__Exercise brief__: In the records that follow, find the line with "function strokePath(path, color, width, dash)"; from there, retype every line exactly through the line with "g.font = font", which also belongs to the answer.

__Records to process__:

^^^^^^^^^^^^^^^^

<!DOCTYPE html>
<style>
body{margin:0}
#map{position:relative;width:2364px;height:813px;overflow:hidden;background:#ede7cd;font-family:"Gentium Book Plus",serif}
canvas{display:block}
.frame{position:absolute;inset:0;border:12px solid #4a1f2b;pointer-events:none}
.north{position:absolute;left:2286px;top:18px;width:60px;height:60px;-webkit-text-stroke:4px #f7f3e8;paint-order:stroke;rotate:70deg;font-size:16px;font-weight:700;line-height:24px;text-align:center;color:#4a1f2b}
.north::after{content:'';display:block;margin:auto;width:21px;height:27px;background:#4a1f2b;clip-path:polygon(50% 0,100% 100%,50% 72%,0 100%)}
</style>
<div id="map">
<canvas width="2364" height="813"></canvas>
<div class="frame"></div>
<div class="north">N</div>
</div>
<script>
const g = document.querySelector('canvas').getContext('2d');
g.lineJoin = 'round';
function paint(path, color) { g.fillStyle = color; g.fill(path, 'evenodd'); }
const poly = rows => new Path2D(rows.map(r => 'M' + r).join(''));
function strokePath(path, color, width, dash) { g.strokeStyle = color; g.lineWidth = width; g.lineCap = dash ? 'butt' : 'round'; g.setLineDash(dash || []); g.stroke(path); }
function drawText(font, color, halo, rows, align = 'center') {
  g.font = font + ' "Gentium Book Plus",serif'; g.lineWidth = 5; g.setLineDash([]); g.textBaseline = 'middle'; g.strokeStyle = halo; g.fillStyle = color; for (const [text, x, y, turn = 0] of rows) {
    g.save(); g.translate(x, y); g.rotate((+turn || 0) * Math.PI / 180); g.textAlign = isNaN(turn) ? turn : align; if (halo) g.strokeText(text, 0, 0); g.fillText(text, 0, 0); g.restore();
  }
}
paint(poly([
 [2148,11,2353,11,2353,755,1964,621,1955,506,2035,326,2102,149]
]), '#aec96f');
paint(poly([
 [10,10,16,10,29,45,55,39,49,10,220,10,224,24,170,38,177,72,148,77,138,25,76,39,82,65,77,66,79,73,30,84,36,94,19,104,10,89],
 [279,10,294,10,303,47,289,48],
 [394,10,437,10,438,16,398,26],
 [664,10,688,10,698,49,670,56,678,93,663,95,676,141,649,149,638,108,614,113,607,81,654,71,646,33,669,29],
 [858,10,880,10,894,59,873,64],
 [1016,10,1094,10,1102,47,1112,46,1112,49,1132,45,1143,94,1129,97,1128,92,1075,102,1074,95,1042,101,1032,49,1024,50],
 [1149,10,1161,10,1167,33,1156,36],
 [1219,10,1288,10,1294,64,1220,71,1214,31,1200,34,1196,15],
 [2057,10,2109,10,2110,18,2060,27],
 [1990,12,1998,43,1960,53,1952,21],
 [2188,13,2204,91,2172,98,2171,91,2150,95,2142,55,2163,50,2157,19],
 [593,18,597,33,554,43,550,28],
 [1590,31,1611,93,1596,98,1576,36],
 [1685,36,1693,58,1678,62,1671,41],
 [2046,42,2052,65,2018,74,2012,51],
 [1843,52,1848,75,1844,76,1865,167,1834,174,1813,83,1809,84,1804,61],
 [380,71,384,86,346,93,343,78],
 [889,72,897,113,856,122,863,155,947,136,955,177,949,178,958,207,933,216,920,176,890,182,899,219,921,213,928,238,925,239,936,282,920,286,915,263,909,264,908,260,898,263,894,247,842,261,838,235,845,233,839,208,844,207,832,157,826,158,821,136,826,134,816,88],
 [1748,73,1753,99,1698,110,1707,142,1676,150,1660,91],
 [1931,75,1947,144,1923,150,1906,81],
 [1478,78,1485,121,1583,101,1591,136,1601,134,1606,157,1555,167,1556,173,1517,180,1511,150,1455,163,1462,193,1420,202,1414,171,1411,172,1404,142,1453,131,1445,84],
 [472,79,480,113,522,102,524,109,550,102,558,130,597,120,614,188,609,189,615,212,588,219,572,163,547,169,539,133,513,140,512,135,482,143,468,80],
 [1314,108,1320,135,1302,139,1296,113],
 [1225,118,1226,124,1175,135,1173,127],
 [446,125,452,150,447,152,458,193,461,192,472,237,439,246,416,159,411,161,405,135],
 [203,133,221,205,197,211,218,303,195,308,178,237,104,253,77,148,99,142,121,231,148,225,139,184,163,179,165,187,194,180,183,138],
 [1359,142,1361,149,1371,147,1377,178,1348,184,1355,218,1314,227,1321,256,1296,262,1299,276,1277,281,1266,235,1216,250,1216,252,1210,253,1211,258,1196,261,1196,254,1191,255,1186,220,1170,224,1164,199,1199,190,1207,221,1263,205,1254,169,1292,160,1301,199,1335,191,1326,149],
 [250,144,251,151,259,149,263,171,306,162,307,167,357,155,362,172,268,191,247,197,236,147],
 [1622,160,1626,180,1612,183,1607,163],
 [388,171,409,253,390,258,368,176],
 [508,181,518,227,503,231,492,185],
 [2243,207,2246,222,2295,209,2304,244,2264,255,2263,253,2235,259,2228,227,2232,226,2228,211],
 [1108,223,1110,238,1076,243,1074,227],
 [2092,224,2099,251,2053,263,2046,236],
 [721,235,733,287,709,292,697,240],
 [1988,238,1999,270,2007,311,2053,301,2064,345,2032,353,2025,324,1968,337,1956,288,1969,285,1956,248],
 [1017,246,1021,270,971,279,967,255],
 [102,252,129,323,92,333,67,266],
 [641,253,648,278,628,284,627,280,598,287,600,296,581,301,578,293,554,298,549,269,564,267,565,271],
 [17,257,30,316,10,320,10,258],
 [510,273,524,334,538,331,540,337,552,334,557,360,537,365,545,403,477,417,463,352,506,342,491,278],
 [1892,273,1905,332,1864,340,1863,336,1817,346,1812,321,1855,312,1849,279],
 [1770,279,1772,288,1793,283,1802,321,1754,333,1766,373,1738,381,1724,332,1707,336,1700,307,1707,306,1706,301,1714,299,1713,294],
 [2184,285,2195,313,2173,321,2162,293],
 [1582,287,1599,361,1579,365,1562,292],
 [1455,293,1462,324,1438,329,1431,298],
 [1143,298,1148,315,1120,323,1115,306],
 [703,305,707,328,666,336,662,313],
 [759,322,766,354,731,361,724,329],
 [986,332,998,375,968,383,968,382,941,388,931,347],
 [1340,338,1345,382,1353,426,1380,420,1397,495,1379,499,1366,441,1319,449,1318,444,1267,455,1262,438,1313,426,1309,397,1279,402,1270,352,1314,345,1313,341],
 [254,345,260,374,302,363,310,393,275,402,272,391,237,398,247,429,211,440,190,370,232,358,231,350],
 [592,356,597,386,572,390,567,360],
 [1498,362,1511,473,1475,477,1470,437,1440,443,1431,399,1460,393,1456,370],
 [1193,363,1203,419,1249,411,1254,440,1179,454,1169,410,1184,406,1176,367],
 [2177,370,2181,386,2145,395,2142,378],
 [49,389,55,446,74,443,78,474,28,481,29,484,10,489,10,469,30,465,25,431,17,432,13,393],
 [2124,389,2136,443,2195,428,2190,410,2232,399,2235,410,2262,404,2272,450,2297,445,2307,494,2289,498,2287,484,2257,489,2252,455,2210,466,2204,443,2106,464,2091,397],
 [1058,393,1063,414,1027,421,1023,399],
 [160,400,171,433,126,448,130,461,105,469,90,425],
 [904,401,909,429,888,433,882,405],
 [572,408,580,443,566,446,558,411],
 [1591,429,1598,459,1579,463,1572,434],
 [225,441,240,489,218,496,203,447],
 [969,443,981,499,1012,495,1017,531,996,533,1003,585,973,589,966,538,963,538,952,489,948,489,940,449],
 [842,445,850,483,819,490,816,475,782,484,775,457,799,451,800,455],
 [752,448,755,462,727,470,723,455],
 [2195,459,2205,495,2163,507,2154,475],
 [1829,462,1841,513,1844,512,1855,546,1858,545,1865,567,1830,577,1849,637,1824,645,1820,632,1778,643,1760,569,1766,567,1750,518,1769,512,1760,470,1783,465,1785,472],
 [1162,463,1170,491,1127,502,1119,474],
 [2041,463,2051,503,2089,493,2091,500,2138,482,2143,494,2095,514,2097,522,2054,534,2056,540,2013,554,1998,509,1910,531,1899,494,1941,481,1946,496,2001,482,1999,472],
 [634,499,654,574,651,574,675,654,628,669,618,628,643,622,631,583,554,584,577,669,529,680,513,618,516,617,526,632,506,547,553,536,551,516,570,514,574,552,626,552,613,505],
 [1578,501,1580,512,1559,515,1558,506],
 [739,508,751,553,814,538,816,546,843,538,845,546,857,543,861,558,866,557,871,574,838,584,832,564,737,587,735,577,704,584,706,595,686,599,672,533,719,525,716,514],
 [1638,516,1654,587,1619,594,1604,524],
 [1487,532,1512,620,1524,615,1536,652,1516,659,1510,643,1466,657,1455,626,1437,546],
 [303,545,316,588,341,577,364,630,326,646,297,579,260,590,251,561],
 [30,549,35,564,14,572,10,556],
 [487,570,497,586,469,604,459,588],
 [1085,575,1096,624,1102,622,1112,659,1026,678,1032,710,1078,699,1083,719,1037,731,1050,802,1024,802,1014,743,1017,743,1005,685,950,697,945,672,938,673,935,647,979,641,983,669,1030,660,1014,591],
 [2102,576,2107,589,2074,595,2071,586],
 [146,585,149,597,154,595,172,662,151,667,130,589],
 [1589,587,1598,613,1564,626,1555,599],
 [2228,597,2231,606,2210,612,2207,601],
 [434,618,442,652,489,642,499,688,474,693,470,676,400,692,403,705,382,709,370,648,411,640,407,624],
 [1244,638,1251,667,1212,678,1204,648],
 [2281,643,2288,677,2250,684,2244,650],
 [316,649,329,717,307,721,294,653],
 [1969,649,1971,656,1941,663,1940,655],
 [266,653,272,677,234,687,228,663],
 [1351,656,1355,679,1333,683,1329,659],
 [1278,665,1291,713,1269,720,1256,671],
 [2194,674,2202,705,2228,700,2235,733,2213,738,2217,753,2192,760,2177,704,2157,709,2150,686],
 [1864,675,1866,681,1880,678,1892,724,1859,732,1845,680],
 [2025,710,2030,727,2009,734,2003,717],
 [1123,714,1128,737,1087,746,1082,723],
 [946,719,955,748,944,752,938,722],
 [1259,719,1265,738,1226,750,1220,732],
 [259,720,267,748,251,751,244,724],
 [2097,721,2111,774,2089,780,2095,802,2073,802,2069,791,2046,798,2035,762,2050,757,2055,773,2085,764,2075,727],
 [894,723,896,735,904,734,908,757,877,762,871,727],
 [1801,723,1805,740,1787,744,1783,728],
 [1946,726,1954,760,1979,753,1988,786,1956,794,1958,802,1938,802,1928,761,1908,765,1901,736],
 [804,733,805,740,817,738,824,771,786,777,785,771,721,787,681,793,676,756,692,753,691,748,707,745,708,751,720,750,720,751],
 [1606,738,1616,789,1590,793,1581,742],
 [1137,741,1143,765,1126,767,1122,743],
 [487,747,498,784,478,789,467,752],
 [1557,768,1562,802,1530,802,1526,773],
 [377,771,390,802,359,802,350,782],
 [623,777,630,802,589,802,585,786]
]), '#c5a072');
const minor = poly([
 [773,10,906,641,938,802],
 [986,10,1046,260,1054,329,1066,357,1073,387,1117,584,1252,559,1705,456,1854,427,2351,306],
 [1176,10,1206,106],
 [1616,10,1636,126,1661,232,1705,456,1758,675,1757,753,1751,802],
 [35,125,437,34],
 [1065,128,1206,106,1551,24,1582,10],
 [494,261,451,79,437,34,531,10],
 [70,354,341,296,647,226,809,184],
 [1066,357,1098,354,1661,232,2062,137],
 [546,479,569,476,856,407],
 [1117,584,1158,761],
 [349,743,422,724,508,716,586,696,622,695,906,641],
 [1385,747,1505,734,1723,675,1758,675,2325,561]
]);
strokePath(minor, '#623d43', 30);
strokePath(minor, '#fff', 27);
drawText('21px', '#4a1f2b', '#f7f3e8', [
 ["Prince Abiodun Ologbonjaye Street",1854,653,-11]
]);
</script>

^^^^^^^^^^^^^^^^

__Answer box__:
function strokePath(path, color, width, dash) { g.strokeStyle = color; g.lineWidth = width; g.lineCap = dash ? 'butt' : 'round'; g.setLineDash(dash || []); g.stroke(path); }
function drawText(font, color, halo, rows, align = 'center') {
  g.font = font + ' "Gentium Book Plus",serif'; g.lineWidth = 5; g.setLineDash([]); g.textBaseline = 'middle'; g.strokeStyle = halo; g.fillStyle = color; for (const [text, x, y, turn = 0] of rows) {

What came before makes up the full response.